Leave out the pictures and transcribe the rest of the records exactly.

[Stored data]
/---

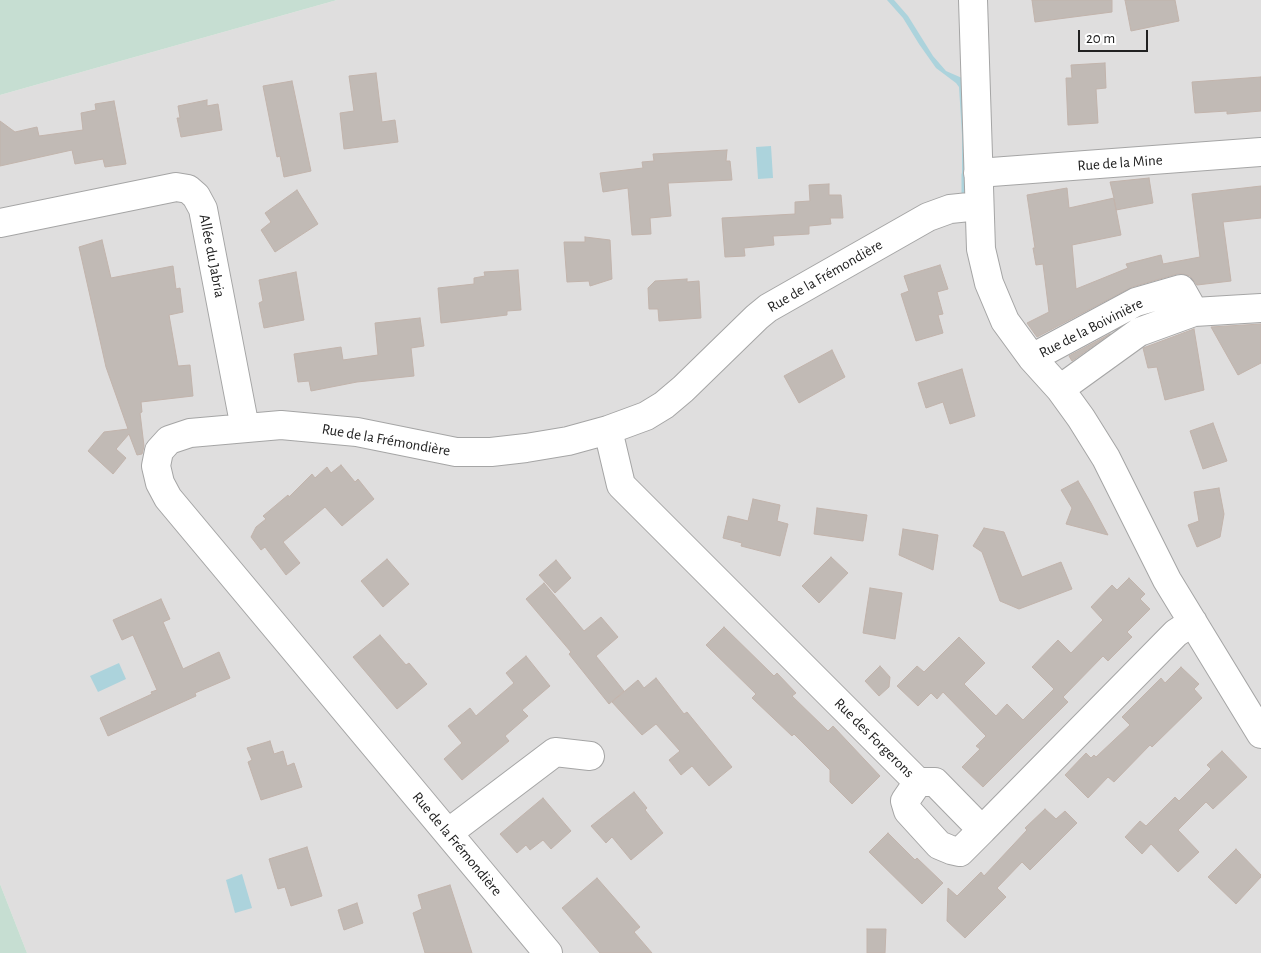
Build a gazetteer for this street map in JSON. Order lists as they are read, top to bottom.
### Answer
{
  "streets": {
    "street": [
      "Rue de la Mine",
      "Allée du Jabria",
      "Rue de la Frémondière",
      "Rue de la Boivinière",
      "Rue des Forgerons"
    ]
  },
  "crossings": [
    ["Allée du Jabria", "Rue de la Frémondière"],
    ["Rue de la Frémondière", "Rue des Forgerons"]
  ],
  "scale_bar": "20 m"
}
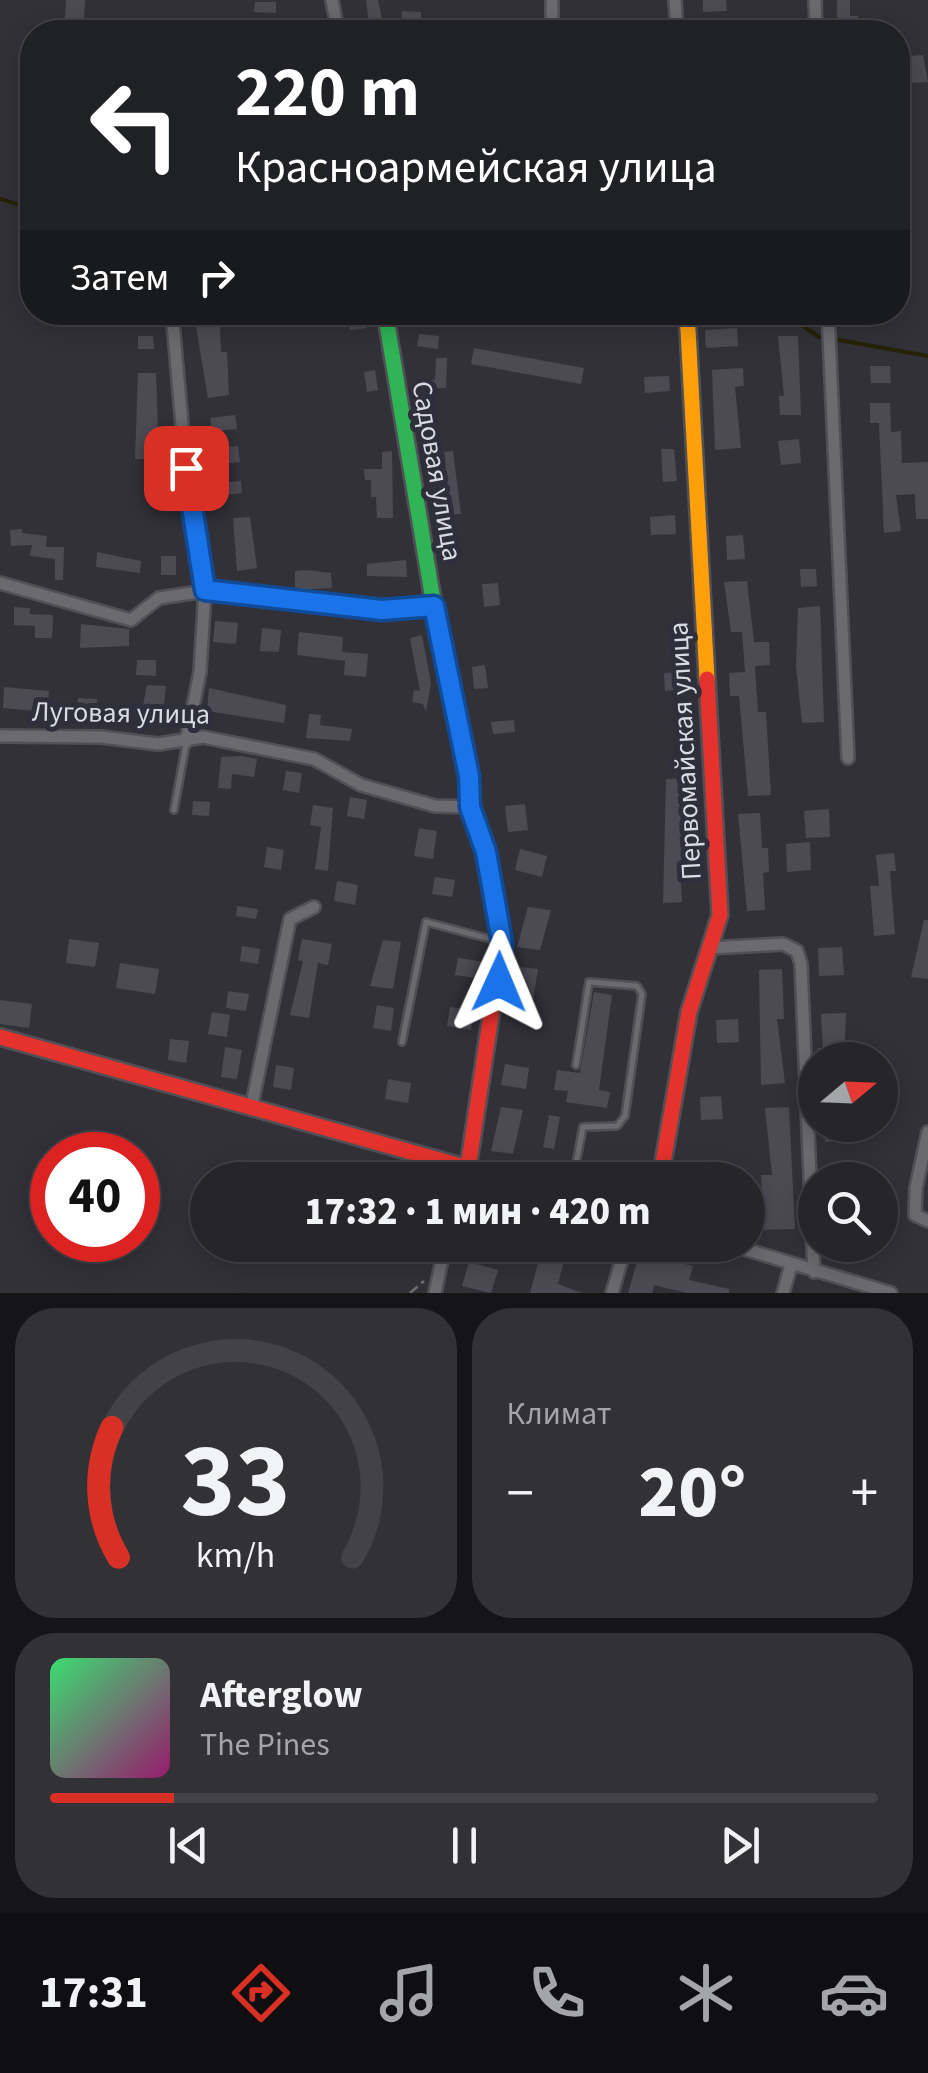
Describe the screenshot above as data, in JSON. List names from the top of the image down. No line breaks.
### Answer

\---

_EXERCISE ANSWER_
Build a gazetteer for this street map in JSON. Order lists as they are read, top to bottom.
### Answer
{
  "streets": {
    "street": [
      "Rue de la Mine",
      "Allée du Jabria",
      "Rue de la Frémondière",
      "Rue de la Boivinière",
      "Rue des Forgerons"
    ]
  },
  "crossings": [
    ["Allée du Jabria", "Rue de la Frémondière"],
    ["Rue de la Frémondière", "Rue des Forgerons"]
  ],
  "scale_bar": "20 m"
}
Describe the screenshot above as data, in JSON. List names from the top of the image down. No line breaks.
### Answer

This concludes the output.